Meanwhile, after 178 wafers processing, the degradation on the pad surface roughness, attributable to the continued polishing and with over-conditioning, clearly appears as in Fig. 4(d), which is similar with the one taken at the end of pad life as shown in Fig. 4(e). From these OCT images, the Ra distribution was calculated with 512 different height profiles of the pad and a single Ra was also obtained over the pad area (512×512 pixels). The resulting data were compared with the ones (area averaged, red circles) taken with the Wyko as in Fig. 5 . In Fig. 5, the error bar is the standard error of the line averaged Ra values (black squares). The variation of error bar just means that the distribution of pores and their sizes are not uniform across the pad surface as shown in Fig. 4. We can see that the area averaged Ra of OCT (blue triangles) shows closer agreement with the Wyko’s result than the line averaged Ra. It is interesting that in the area Ra values of the OCT, the Ra value (7.84 µm) at the end of pad life is less than 81% of the Ra value (9.67 µm) of the new pad.

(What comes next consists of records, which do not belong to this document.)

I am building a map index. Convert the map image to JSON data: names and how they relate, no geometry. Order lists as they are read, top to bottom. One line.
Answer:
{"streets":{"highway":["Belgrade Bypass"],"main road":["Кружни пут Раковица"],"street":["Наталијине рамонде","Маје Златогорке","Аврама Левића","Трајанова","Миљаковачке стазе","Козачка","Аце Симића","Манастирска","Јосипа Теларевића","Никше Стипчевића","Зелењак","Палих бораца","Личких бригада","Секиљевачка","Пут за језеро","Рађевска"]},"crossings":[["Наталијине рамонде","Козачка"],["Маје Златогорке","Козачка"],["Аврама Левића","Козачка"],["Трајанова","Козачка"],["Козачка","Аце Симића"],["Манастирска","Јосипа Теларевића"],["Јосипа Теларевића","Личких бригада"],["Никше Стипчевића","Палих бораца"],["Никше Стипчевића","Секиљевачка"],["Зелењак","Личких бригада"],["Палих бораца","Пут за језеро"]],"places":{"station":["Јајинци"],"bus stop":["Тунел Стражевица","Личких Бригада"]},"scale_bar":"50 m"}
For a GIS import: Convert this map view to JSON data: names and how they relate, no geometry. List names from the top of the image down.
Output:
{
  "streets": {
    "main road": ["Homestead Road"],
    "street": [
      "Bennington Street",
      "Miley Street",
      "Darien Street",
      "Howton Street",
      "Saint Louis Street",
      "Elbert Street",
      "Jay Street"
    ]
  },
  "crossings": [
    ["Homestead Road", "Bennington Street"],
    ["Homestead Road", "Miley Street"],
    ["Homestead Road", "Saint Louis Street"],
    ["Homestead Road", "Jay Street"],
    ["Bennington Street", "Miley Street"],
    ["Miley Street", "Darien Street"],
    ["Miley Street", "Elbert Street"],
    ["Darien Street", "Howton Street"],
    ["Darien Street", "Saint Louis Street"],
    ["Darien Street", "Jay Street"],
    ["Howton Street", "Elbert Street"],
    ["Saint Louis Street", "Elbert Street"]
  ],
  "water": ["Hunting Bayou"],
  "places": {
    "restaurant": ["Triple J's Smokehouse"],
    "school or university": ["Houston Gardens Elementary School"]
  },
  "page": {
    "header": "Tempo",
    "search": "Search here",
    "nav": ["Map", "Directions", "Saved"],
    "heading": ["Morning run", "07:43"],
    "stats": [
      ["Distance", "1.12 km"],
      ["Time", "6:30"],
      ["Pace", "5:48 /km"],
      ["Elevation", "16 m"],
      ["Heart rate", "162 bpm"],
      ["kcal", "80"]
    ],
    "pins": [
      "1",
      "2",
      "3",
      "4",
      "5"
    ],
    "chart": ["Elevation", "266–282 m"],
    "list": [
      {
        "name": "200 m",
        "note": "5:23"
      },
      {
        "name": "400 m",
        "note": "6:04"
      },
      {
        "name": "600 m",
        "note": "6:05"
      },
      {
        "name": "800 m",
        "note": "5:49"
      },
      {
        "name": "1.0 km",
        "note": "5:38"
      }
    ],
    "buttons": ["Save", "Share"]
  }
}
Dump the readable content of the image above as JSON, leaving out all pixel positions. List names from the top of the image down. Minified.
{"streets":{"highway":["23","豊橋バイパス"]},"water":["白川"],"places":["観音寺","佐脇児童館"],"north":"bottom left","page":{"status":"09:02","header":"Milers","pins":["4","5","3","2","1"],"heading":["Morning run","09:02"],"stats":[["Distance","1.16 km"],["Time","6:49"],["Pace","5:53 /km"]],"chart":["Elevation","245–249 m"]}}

Furthermore, we have measured the pad groove depths with respect to the pad usages. It is worth noting that the cumulative polishing and conditioning induce pad thinning, which reduces the depth of the pad groove. Figure 6(a) shows the 3-D FF-OCT images of the grooved pads and their cross sectional views taken along the white lines. The distributions of the measured pad groove depths (512 Ry values) are co-plotted with the ones obtained with Wyko in Fig. 6(b). The behavior is well agreed to the Wyko’s; the pad groove depth was decreased as pad was used. However, in absolute values the two measurements gave different values. Considering that the R2 value of 0.999 as a correlation coefficient between two measurements, as shown in Fig. 6(c), OCT measurement is highly correlated with commercial Wyko’s. However, there might be a calibration problem in one of the modalities. Note that the pad groove depth at the end of pad life (83.4 µm) is almost down to 81% of the new pad value (439.8 µm).
We have introduced a new approach of full-field optical coherence tomography (FF-OCT) for quantitative measurements of pad surfaces under a CMP work. In situ pad surface analysis is imperative for achieving more efficient and productive CMP process, but it has been poorly done for conventional profilers due to presence of slurry layer on the pad. The proposed FF-OCT scheme offered a superior means of overcoming such issue by employing the dipping mode. In addition, the intrinsic FF-OCT feature of a sub-micron spatial resolution allowed the characterization of the pad surface texture even under slurry mixture. We have demonstrated the profiling capability of the FF-OCT with wet pad samples. The roughness of the pad surface was measured with respect to the number of polishing usage, and the same measurements were made for the depth of the pad groove. The OCT measurements clearly showed that the roughness of the pad surface was kept up to 139 wafer polishing and gradually degraded. Whereas, the groove depth was rapidly reduced due to pad wearing of the polishing and conditioning, which implies that these roughness quantities enable to properly control polishing condition in CMP work. We also found that our OCT measurements showed good correlation with commercial Wyko measurements and SEM observations. Further, we expect that the mosaicing of FF-OCT images would display large areas of the wet pad and overcome limited field of view (FOV) of our tomographic microscope, providing more comprehensive understanding of the pad measurements.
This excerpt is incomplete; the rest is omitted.